LE NEUROFEEDBACK EEGQ
C’est ce que nous enseignons à l’Institut Neurosens. Il apporte des informations individualisées concernant la fréquence des ondes cérébrales (comme les ondes delta, thêta, alpha, bêta). Ces ondes sont celles qui circulent d’un neurone à l’autre dans les différentes zones cérébrales (lobes frontaux, centraux, occipitaux, pariétaux, temporaux). Cette évaluation compare les ondes cérébrales avec celles de bases de données normatives.
Les données issues de l’évaluation EEGq présentent également les zones de tensions musculaires ou oculaires. Ces dernières sont liées à des parties du corps spécifiques.
L’analyse poussée et spécifique des données issues de l’EEGq permet de travailler à la fois la concentration, l’équilibre neuronal lié au neurofeedback, mais également la détente des muscles grâce au biofeedback. Ce dernier offre des données chiffrées quant aux tensions musculaires. Celles-ci sont enregistrées via des capteurs posés aux endroits tendus et/ou douloureux (mâchoire, nuque, épaules, mollets, etc.)
Le travail simultané de détente musculaire et d’entraînement cérébral permet de trouver un moyen d’atteindre des objectifs de performance ou thérapeutiques. Généraliser quotidiennement ces apprentissages est l’étape suivante de progression. Elle est possible grâce aux différentes phases d’assimilation des nouveaux comportements conscients à adopter.

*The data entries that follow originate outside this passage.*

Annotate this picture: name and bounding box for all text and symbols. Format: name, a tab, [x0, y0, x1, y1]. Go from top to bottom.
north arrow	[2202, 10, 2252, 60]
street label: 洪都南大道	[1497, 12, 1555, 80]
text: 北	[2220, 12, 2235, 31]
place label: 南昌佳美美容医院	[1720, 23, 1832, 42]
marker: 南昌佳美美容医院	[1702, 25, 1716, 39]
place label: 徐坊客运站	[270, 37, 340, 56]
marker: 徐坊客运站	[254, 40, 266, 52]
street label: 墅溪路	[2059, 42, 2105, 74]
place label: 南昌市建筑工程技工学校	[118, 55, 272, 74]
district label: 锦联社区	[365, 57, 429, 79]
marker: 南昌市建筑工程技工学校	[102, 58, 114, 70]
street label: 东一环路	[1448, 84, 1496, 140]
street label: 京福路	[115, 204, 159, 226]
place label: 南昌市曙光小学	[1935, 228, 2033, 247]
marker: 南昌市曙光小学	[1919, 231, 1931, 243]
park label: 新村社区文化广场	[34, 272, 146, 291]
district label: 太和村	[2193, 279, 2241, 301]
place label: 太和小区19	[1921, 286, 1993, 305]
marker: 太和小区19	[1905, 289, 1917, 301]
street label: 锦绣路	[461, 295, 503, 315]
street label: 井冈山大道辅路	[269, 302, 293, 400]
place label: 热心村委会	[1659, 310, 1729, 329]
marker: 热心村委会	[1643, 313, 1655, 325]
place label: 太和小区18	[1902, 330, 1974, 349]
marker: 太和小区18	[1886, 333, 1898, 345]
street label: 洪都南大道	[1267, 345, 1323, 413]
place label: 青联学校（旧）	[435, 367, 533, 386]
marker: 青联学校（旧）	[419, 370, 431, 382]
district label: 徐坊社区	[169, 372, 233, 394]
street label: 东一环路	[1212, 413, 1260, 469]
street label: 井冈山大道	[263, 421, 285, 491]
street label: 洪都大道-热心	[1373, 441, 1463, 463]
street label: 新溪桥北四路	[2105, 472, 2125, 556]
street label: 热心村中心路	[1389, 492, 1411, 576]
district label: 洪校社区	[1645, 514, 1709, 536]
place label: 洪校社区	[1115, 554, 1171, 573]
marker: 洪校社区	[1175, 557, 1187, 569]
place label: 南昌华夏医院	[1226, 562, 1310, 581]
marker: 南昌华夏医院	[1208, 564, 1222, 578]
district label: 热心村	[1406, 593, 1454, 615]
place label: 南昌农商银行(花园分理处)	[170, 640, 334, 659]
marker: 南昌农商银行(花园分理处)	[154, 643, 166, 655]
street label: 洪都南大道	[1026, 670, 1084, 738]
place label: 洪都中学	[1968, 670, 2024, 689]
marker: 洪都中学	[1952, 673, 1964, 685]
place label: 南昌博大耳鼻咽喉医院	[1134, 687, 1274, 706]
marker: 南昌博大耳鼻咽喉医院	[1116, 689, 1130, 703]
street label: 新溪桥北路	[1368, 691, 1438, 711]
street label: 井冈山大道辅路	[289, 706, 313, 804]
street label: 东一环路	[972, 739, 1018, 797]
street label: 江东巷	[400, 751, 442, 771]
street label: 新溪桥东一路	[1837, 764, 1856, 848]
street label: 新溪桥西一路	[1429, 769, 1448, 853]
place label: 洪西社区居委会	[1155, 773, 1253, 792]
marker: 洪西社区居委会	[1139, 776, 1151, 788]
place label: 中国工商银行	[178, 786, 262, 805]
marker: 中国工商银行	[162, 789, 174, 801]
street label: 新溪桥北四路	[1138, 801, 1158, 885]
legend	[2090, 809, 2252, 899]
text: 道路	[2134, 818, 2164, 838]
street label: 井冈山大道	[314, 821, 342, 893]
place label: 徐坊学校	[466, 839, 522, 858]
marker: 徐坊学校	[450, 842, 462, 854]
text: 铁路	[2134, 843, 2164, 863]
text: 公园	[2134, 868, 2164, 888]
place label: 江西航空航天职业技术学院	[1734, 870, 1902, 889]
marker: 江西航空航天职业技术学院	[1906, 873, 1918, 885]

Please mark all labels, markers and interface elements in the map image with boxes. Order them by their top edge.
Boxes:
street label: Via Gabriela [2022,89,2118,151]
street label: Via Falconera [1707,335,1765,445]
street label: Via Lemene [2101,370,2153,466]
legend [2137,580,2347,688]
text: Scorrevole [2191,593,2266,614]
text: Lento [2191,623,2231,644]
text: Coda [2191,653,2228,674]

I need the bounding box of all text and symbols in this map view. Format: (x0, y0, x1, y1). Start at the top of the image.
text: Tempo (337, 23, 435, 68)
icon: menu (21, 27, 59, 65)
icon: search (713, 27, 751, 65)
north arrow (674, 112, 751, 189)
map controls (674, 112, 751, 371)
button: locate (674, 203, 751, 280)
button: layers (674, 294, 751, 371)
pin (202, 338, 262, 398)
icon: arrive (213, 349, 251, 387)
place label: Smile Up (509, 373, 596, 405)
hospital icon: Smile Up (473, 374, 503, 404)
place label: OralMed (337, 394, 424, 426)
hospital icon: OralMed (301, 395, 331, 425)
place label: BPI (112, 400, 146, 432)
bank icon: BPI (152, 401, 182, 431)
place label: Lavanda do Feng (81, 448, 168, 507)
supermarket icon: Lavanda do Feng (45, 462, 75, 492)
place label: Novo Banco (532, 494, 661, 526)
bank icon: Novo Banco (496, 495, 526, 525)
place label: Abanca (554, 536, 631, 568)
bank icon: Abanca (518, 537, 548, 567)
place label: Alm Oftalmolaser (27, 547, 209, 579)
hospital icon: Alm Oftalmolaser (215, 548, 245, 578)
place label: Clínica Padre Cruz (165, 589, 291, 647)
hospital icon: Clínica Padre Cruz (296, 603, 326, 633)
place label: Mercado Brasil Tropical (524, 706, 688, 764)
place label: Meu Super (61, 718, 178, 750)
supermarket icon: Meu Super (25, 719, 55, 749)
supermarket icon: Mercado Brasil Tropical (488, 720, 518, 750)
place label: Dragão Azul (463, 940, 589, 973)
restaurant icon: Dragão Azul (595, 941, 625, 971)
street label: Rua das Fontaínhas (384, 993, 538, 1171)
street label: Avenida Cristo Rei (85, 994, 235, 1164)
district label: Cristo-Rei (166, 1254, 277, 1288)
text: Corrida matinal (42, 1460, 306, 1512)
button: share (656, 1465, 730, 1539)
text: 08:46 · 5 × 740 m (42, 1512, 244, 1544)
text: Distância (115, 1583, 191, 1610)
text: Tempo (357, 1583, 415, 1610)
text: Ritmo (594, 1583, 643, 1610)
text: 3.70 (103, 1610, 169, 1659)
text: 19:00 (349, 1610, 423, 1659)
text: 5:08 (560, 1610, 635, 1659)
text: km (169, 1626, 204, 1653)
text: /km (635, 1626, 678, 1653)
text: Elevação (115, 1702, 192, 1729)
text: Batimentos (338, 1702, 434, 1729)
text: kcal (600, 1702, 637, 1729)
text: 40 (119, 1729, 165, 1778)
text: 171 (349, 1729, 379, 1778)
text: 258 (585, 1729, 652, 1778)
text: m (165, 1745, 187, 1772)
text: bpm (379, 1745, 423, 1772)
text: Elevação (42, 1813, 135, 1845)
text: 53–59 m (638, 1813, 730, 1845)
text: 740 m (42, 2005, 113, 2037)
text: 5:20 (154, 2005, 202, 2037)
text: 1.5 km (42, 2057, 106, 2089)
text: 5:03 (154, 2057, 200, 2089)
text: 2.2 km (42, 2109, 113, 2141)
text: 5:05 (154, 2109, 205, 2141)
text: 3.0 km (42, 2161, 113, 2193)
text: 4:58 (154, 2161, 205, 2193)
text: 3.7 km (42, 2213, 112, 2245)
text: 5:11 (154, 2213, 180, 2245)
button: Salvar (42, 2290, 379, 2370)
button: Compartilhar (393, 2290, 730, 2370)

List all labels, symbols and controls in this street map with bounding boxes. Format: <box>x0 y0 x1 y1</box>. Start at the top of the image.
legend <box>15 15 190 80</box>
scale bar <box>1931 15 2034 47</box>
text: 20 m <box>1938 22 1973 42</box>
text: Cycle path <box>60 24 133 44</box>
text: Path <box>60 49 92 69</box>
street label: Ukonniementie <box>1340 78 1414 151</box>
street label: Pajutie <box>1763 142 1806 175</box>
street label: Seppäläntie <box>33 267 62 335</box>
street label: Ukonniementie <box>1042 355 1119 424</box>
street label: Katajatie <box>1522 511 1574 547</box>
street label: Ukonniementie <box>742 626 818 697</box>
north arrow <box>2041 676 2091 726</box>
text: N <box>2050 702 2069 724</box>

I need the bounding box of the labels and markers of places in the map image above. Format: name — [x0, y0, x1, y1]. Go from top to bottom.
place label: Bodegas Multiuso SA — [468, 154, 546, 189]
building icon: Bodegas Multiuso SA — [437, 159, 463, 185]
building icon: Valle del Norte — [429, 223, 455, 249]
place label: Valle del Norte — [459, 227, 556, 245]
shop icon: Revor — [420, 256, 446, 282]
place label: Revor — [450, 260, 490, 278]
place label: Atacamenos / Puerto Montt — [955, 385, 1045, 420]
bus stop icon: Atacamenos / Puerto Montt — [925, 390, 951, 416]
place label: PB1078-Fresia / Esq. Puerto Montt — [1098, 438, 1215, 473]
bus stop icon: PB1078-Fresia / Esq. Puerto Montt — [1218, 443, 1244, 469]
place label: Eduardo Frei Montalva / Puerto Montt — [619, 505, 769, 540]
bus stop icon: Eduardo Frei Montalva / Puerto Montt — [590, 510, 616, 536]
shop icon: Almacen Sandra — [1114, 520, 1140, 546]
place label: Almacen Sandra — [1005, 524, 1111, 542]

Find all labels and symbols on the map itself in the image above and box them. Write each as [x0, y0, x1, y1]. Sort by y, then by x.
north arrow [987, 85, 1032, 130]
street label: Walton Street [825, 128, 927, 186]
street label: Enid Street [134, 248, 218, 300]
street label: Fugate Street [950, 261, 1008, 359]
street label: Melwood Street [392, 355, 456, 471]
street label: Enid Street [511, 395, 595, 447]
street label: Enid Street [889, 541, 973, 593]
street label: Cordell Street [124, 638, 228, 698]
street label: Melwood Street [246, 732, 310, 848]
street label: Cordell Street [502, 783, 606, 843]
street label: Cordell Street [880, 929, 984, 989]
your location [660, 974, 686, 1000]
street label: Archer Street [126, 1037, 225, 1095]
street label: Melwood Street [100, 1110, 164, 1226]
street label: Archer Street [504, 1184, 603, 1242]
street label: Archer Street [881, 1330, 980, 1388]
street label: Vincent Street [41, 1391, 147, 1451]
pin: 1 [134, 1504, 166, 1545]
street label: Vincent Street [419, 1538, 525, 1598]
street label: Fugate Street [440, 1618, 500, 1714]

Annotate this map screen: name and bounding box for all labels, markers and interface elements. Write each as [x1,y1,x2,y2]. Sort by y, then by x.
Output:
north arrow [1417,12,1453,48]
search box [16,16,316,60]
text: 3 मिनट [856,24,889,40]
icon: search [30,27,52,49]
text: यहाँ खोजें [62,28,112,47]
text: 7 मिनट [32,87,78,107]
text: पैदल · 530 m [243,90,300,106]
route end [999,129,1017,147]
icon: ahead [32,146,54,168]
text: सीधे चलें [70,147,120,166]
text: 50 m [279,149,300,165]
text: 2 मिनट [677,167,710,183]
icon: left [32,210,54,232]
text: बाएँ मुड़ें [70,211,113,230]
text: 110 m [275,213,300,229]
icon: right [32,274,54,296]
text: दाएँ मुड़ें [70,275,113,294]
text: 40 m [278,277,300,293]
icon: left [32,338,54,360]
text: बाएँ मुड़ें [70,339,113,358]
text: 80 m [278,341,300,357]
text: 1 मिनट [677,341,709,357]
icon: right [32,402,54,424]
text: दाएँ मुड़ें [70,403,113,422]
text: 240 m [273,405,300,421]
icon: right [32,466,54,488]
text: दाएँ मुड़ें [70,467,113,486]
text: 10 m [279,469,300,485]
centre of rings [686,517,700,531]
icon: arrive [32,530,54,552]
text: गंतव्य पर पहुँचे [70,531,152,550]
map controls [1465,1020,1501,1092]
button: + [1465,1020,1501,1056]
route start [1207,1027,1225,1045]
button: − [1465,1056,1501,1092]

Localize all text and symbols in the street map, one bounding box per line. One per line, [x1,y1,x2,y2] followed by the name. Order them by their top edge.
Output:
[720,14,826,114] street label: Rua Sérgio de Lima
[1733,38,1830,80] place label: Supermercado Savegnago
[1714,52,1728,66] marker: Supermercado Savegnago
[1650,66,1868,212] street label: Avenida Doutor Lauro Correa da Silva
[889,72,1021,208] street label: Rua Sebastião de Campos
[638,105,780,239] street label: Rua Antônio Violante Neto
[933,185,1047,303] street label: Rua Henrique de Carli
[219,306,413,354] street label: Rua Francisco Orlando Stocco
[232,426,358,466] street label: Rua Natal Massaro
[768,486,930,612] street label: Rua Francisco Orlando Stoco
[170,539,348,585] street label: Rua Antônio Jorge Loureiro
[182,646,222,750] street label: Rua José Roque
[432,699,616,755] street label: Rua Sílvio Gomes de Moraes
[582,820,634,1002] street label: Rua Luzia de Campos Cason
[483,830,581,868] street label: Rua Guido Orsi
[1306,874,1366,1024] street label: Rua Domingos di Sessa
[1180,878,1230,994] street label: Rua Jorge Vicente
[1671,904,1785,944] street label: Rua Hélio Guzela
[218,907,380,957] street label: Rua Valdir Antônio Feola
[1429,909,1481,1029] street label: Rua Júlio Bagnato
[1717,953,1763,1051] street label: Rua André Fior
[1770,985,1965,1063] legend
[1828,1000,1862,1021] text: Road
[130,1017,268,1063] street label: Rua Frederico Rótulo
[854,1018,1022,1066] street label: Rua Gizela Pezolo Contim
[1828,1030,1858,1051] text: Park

Le travail actif de la personne est primordial pour comprendre et reproduire ces comportements. L’individu qui s’entraîne s’implique dans son entraînement en trouvant des stratégies internes. En effet, il cherche et se concentre afin de s’améliorer, progresser et faire évoluer ses données chiffrées.
LE BIOFEEDBACK
Des chercheurs de l’Institut des sciences du comportement de l’Université Radboud et de l’Université Erasmus de Rotterdam aux Pays-Bas ont publié des travaux en 2020 sur l’importance de l’implication active des personnes qui s’entraînent en Biofeedback.
Voici ce qu’il en résulte concernant la conscience active et la motivation :
“Nos recommandations en matière de conception découlent de ces points et mettent l’accent sur deux séries principales de suggestions. Tout d’abord, les interventions de biofeedback devraient fonctionner de manière optimale si elles mettent en œuvre tous les facteurs de notre modèle, y compris la conscience intéroceptive et les changements physiologiques, ainsi que les mécanismes cognitifs nouvellement proposés. Deuxièmement, ces interventions doivent être conçues de manière à ce que les individus restent intrinsèquement motivés et suffisamment engagés pour continuer à s’entraîner pendant plusieurs séances d’entraînement répétées.”
Et ce qu’il en est de la répétition des séances :
« […] nous avons postulé que la relation entre les changements dans la conscience intéroceptive et la régulation de l’anxiété au cours de séances individuelles peut être médiatisée par des changements dans les évaluations momentanées d’une personne, telles que l’auto-efficacité et le locus de contrôle. En outre, nous avons souligné l’importance d’une exposition et d’une pratique répétées pour obtenir des changements adaptatifs et durables dans l’état d’esprit de croissance, la réactivité au stress et la récupération, ainsi que les niveaux d’anxiété. »
CONCLUSION
Que ce soit en Neurofeedback EEGq ou en Biofeedback, l’implication physique, émotionnelle et cognitive du client est requise pour obtenir des résultats pérennes.
Ainsi, la réussite d’un entraînement en neurofeedback ne repose décidément pas sur la passivité de son utilisateur.
Le neurothérapeute écoute, comprend, aide, accompagne et conseille son patient/client en lui proposant des stratégies pour atteindre l’état souhaité : cet état qu’il devra chercher ensuite dans son quotidien pour se sentir mieux et exploiter son plein potentiel.